VERDICT: A Language and Framework for Engineering Cyber Resilient and Safe System

Abstract

The ever-increasing complexity of cyber-physical systems is driving the need for assurance of critical infrastructure and embedded systems. However, traditional methods to secure cyber-physical systems—e.g., using cyber best practices, adapting mechanisms from information technology systems, and penetration testing followed by patching—are becoming ineffective. This paper describes, in detail, Verification Evidence and Resilient Design In anticipation of Cybersecurity Threats (VERDICT), a language and framework to address cyber resiliency. When we use the term resiliency, we mean hardening a system such that it anticipates and withstands attacks. VERDICT analyzes a system in the face of cyber threats and recommends design improvements that can be applied early in the system engineering process. This is done in two steps: (1) Analyzing at the system architectural level, with respect to cyber and safety requirements and (2) by analyzing at the component behavioral level, with respect to a set of cyber-resiliency properties. The framework consists of three parts: (1) Model-Based Architectural Analysis and Synthesis (MBAAS); (2) Assurance Case Fragments Generation (ACFG); and (3) Cyber Resiliency Verifier (CRV). The VERDICT language is an Architecture Analysis and Design Language (AADL) annex for modeling the safety and security aspects of a system’s architecture. MBAAS performs probabilistic analyses, suggests defenses to mitigate attacks, and generates attack-defense trees and fault trees as evidence of resiliency and safety.
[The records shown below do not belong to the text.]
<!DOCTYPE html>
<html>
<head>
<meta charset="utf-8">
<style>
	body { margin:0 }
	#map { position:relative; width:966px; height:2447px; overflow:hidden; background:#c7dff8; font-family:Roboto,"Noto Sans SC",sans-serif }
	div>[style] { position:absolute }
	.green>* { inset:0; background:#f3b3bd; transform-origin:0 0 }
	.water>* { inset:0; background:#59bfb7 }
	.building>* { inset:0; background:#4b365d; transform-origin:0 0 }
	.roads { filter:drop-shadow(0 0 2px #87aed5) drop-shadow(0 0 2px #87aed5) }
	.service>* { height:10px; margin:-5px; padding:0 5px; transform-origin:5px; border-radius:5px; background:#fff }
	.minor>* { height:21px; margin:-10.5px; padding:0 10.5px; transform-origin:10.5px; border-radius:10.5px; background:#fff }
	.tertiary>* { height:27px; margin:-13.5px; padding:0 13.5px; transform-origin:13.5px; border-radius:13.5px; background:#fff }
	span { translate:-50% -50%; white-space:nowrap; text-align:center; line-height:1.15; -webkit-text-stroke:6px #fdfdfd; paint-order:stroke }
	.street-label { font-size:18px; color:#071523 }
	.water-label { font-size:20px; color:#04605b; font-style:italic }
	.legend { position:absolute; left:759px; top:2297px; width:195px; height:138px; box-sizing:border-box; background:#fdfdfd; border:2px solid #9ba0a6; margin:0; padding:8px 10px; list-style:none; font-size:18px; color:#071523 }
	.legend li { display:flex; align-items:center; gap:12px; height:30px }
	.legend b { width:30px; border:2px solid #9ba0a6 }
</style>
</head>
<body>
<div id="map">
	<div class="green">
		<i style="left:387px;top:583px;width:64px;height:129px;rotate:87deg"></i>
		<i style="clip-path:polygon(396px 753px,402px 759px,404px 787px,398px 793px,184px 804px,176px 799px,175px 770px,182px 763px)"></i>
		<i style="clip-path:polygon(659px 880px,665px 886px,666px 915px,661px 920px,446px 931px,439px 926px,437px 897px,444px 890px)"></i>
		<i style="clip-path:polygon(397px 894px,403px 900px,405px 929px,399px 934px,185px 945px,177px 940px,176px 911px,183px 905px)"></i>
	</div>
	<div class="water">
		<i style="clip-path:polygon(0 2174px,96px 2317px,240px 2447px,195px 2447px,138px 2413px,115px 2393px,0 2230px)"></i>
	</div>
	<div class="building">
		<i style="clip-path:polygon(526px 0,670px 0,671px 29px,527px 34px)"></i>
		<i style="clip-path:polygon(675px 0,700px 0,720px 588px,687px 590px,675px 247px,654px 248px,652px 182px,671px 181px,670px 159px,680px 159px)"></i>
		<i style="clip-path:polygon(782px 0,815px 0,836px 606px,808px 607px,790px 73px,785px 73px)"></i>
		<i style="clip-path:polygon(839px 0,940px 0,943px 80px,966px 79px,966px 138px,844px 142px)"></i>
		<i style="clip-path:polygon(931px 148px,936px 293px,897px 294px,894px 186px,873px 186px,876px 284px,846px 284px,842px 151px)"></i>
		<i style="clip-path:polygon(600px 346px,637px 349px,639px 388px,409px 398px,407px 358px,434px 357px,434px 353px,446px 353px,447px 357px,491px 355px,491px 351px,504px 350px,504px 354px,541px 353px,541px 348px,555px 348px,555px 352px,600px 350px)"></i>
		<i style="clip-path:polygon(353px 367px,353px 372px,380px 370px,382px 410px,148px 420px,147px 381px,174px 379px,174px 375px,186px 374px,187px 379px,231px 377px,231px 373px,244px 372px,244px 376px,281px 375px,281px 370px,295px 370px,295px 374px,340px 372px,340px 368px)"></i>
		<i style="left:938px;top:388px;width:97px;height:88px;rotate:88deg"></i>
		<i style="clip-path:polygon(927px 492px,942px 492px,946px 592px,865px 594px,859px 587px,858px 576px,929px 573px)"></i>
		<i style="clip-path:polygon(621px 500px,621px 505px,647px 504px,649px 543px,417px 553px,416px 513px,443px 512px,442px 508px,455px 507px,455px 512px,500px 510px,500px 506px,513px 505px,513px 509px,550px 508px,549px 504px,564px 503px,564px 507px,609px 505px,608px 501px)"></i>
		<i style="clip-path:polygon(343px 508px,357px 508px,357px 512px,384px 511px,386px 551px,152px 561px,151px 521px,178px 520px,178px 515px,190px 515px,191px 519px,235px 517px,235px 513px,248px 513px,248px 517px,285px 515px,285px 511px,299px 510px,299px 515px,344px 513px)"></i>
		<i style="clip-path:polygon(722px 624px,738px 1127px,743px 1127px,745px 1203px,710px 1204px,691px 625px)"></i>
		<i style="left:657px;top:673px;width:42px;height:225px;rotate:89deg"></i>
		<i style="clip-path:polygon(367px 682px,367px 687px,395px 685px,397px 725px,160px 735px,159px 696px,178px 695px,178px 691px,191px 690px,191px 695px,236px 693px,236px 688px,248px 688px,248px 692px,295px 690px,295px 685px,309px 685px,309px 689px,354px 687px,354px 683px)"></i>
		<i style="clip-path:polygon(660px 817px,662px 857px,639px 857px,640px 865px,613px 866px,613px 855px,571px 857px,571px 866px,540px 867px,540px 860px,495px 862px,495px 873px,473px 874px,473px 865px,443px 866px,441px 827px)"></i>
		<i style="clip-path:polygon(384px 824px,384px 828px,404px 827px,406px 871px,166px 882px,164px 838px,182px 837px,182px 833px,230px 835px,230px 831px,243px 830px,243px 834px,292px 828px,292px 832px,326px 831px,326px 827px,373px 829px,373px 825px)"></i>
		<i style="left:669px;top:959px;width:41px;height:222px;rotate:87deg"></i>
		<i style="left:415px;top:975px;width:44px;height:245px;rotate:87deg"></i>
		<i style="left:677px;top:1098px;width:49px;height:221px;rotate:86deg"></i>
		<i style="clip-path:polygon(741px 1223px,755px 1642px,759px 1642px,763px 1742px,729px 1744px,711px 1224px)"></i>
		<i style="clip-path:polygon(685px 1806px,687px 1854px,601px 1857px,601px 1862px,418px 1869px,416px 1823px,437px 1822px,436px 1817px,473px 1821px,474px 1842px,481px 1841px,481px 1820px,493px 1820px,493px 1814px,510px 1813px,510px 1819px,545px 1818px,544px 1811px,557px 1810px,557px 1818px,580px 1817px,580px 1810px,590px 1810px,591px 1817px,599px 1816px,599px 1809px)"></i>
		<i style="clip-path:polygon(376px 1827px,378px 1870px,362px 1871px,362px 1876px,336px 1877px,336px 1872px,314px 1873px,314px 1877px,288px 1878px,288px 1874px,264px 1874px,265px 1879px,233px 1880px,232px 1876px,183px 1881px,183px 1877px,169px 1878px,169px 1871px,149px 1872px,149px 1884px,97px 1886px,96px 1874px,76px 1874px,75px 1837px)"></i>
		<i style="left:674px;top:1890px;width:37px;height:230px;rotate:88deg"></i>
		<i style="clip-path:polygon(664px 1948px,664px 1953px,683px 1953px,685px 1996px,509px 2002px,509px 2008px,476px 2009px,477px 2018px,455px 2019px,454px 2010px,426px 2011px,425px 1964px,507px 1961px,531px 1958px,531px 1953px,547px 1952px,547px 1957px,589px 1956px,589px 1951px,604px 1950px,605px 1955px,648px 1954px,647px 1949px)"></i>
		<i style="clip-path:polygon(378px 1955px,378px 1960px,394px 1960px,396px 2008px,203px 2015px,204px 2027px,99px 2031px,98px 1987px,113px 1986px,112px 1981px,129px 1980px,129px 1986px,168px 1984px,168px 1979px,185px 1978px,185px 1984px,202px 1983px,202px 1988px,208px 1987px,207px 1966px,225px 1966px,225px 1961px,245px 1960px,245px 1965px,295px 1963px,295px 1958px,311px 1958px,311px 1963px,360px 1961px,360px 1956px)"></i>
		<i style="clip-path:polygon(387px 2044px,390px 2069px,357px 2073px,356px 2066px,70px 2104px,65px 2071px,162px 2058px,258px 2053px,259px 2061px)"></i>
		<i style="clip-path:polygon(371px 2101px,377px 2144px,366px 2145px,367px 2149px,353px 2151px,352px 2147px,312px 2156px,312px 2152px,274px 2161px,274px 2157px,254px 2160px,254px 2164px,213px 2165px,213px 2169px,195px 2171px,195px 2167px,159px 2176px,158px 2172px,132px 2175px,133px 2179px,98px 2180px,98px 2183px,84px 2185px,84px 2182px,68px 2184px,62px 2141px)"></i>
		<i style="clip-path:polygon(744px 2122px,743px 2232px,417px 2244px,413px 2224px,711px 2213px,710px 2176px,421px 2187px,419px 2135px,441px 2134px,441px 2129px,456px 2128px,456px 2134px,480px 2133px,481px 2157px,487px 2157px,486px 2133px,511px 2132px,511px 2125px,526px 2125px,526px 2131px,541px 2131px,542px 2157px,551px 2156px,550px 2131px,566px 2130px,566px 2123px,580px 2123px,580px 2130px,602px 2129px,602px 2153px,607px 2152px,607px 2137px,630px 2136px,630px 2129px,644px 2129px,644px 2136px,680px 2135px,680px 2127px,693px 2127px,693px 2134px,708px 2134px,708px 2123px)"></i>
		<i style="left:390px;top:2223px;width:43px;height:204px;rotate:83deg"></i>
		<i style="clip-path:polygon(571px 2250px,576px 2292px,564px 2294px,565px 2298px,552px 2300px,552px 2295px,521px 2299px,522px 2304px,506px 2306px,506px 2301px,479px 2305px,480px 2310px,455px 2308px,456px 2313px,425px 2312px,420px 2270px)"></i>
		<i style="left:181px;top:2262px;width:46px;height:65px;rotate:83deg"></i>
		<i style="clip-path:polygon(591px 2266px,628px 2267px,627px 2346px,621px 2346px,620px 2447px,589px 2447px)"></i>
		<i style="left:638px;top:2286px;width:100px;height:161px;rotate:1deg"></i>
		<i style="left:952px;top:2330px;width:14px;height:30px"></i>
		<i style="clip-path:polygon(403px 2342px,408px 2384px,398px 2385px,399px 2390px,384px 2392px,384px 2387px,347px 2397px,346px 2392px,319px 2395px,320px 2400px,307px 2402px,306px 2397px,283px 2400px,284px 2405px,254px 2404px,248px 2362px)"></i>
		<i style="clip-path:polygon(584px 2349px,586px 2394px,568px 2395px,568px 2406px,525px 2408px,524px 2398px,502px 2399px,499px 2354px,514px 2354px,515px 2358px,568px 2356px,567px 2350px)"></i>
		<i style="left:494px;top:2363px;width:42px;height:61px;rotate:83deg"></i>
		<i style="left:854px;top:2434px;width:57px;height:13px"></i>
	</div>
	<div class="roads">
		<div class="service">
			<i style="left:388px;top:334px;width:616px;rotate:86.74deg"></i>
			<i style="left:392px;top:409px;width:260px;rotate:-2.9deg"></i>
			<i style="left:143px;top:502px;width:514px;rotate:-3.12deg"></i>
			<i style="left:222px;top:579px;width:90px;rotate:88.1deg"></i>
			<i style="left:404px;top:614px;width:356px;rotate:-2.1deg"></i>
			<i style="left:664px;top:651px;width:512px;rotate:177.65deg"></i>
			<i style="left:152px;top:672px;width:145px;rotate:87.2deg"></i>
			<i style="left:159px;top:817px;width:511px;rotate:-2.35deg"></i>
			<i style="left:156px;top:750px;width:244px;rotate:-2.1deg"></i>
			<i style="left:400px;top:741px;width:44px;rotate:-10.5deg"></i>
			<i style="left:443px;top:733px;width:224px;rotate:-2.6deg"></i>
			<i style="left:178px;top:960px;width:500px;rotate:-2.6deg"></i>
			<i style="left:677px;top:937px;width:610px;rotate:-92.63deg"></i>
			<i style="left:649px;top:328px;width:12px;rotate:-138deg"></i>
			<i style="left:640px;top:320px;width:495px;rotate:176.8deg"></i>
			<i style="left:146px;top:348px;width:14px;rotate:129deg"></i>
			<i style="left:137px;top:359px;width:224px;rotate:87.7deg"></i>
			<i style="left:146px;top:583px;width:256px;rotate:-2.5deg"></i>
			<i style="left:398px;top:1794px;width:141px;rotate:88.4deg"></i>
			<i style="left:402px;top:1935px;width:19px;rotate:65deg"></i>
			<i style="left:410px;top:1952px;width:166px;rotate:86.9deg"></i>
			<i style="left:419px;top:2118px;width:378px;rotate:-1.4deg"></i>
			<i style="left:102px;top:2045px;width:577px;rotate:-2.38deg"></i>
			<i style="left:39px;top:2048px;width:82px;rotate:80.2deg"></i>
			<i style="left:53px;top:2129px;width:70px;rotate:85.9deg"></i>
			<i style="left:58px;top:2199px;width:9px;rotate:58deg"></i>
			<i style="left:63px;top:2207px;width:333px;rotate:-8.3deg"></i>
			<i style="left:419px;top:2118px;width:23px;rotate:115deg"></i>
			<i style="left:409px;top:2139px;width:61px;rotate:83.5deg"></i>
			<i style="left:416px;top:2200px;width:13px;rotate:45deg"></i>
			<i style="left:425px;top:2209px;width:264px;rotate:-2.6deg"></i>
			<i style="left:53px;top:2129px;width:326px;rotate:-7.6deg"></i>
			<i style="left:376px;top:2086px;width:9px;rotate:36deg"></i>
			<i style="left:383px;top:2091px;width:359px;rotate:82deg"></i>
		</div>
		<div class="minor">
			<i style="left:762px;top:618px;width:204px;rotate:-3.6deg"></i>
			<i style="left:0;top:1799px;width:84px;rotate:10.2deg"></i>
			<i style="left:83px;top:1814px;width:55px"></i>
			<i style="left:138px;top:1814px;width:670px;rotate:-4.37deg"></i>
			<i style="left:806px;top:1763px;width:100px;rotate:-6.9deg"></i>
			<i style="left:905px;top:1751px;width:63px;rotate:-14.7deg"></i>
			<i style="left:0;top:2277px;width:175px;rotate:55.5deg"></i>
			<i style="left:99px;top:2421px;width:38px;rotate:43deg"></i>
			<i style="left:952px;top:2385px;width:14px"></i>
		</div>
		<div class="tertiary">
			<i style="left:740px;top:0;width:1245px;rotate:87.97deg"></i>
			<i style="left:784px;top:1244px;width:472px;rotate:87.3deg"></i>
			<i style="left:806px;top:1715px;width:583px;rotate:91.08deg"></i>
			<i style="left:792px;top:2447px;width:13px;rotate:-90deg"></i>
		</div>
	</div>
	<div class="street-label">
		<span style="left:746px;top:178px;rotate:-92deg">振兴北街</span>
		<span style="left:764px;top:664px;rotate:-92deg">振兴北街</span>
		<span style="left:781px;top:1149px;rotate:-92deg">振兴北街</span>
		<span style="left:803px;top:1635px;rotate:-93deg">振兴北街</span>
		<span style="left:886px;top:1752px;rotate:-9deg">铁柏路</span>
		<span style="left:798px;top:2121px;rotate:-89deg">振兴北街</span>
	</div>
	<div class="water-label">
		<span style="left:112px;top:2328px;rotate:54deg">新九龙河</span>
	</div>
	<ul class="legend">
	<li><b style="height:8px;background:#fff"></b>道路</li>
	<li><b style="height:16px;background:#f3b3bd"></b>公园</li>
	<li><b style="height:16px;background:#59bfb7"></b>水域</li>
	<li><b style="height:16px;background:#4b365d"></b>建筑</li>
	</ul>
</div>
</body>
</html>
It can also synthesize optimal defense solutions—with respect to implementation costs. In addition, ACFG assembles MBAAS evidence into goal structuring notation for certification purposes. CRV analyzes behavioral aspects of the system (i.e., the design model)—modeled using the Assume-Guarantee Reasoning Environment (AGREE) annex and checked against cyber resiliency properties using the Kind 2 model checker. When a property is proved or disproved, a minimal set of vital system components responsible for the proof/disproof are identified. CRV also provides rich and localized diagnostics so the user can quickly identify problems and fix the design model. This paper describes the VERDICT language and each part of the framework in detail and includes a case study to demonstrate the effectiveness of VERDICT—in this case, a delivery drone.